Start of AVAILABLE DATA

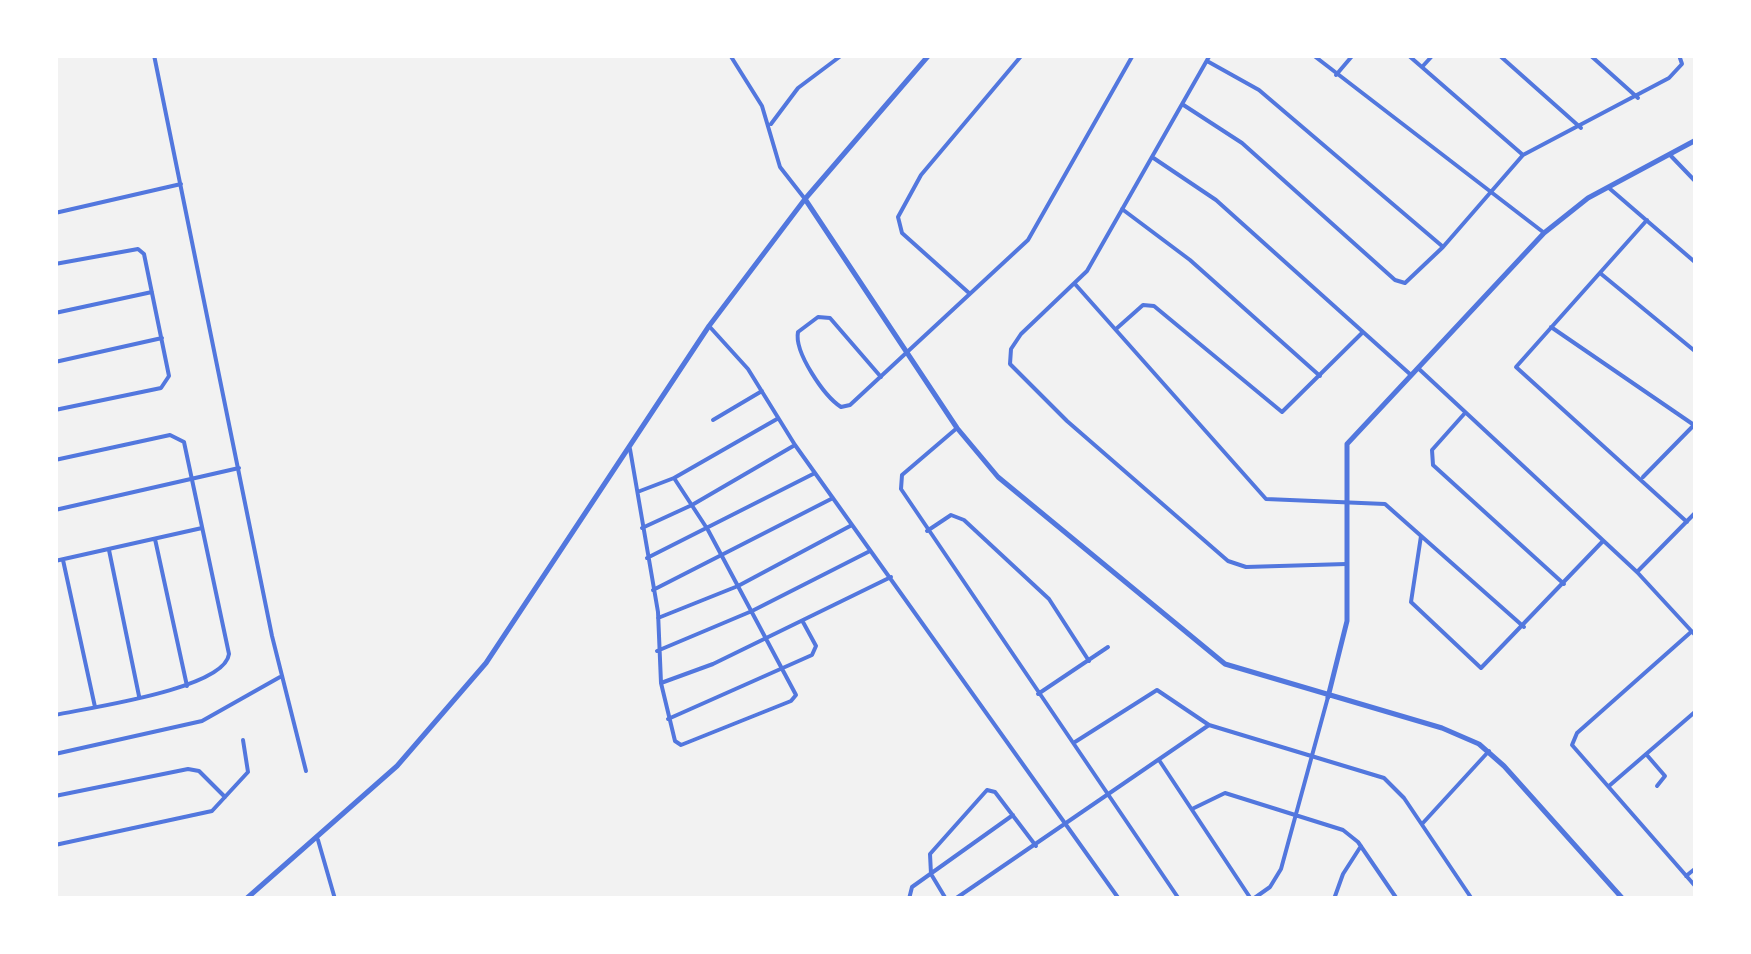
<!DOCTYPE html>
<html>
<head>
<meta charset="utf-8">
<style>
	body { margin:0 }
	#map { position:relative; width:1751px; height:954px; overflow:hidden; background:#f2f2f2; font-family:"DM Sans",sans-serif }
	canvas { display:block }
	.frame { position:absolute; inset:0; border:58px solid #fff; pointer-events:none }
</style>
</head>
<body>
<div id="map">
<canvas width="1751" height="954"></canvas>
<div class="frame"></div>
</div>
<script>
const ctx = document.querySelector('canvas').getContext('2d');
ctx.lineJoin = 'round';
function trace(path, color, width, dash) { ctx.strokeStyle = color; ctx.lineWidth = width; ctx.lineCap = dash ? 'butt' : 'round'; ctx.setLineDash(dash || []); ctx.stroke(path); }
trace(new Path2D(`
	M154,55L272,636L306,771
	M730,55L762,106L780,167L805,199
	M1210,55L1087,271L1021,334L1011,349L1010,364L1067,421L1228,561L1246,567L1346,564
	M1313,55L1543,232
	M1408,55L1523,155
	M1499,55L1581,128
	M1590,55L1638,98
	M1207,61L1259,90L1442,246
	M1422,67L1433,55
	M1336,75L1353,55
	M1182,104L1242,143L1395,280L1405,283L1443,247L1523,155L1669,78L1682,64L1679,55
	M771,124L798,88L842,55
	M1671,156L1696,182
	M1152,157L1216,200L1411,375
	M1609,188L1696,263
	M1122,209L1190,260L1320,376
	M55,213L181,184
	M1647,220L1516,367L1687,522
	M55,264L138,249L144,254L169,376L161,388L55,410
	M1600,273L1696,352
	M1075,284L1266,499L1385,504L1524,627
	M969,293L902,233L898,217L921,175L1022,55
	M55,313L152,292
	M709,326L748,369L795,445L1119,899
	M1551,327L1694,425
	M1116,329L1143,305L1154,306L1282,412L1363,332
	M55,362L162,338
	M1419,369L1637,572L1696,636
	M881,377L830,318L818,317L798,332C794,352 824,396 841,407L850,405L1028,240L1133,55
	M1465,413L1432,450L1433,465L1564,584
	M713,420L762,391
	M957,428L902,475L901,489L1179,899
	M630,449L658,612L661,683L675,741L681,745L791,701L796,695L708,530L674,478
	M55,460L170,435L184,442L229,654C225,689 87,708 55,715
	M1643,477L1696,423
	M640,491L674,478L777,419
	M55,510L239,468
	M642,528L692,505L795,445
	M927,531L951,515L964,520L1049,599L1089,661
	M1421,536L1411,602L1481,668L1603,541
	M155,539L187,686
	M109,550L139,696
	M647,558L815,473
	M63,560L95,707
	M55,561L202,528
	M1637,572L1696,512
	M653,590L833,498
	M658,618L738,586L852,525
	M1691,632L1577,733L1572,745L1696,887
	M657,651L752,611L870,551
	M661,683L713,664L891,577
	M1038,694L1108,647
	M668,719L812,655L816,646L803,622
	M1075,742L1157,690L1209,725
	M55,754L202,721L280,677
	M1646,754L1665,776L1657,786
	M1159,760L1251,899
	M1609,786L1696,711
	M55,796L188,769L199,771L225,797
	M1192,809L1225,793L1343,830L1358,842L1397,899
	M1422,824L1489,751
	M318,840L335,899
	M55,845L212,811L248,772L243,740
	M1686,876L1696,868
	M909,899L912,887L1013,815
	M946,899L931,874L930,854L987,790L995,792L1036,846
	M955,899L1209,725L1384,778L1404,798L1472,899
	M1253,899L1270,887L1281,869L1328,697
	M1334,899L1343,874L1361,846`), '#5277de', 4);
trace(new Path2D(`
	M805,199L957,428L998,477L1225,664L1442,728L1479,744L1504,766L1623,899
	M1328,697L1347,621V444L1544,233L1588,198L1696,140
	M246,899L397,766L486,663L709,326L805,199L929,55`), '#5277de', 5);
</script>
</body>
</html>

End of AVAILABLE DATA

### WHAT YOU SHOULD DO
Among the entries above, the lines between the ones containing "M1313,55L1543,232" and "M1328,697L1347,621V444L1544,233L1588,198L1696,140", inclusive, are to be transcribed exactly. No other line is to be given.

### SOLUTION TO THE EXERCISE
	M1313,55L1543,232
	M1408,55L1523,155
	M1499,55L1581,128
	M1590,55L1638,98
	M1207,61L1259,90L1442,246
	M1422,67L1433,55
	M1336,75L1353,55
	M1182,104L1242,143L1395,280L1405,283L1443,247L1523,155L1669,78L1682,64L1679,55
	M771,124L798,88L842,55
	M1671,156L1696,182
	M1152,157L1216,200L1411,375
	M1609,188L1696,263
	M1122,209L1190,260L1320,376
	M55,213L181,184
	M1647,220L1516,367L1687,522
	M55,264L138,249L144,254L169,376L161,388L55,410
	M1600,273L1696,352
	M1075,284L1266,499L1385,504L1524,627
	M969,293L902,233L898,217L921,175L1022,55
	M55,313L152,292
	M709,326L748,369L795,445L1119,899
	M1551,327L1694,425
	M1116,329L1143,305L1154,306L1282,412L1363,332
	M55,362L162,338
	M1419,369L1637,572L1696,636
	M881,377L830,318L818,317L798,332C794,352 824,396 841,407L850,405L1028,240L1133,55
	M1465,413L1432,450L1433,465L1564,584
	M713,420L762,391
	M957,428L902,475L901,489L1179,899
	M630,449L658,612L661,683L675,741L681,745L791,701L796,695L708,530L674,478
	M55,460L170,435L184,442L229,654C225,689 87,708 55,715
	M1643,477L1696,423
	M640,491L674,478L777,419
	M55,510L239,468
	M642,528L692,505L795,445
	M927,531L951,515L964,520L1049,599L1089,661
	M1421,536L1411,602L1481,668L1603,541
	M155,539L187,686
	M109,550L139,696
	M647,558L815,473
	M63,560L95,707
	M55,561L202,528
	M1637,572L1696,512
	M653,590L833,498
	M658,618L738,586L852,525
	M1691,632L1577,733L1572,745L1696,887
	M657,651L752,611L870,551
	M661,683L713,664L891,577
	M1038,694L1108,647
	M668,719L812,655L816,646L803,622
	M1075,742L1157,690L1209,725
	M55,754L202,721L280,677
	M1646,754L1665,776L1657,786
	M1159,760L1251,899
	M1609,786L1696,711
	M55,796L188,769L199,771L225,797
	M1192,809L1225,793L1343,830L1358,842L1397,899
	M1422,824L1489,751
	M318,840L335,899
	M55,845L212,811L248,772L243,740
	M1686,876L1696,868
	M909,899L912,887L1013,815
	M946,899L931,874L930,854L987,790L995,792L1036,846
	M955,899L1209,725L1384,778L1404,798L1472,899
	M1253,899L1270,887L1281,869L1328,697
	M1334,899L1343,874L1361,846`), '#5277de', 4);
trace(new Path2D(`
	M805,199L957,428L998,477L1225,664L1442,728L1479,744L1504,766L1623,899
	M1328,697L1347,621V444L1544,233L1588,198L1696,140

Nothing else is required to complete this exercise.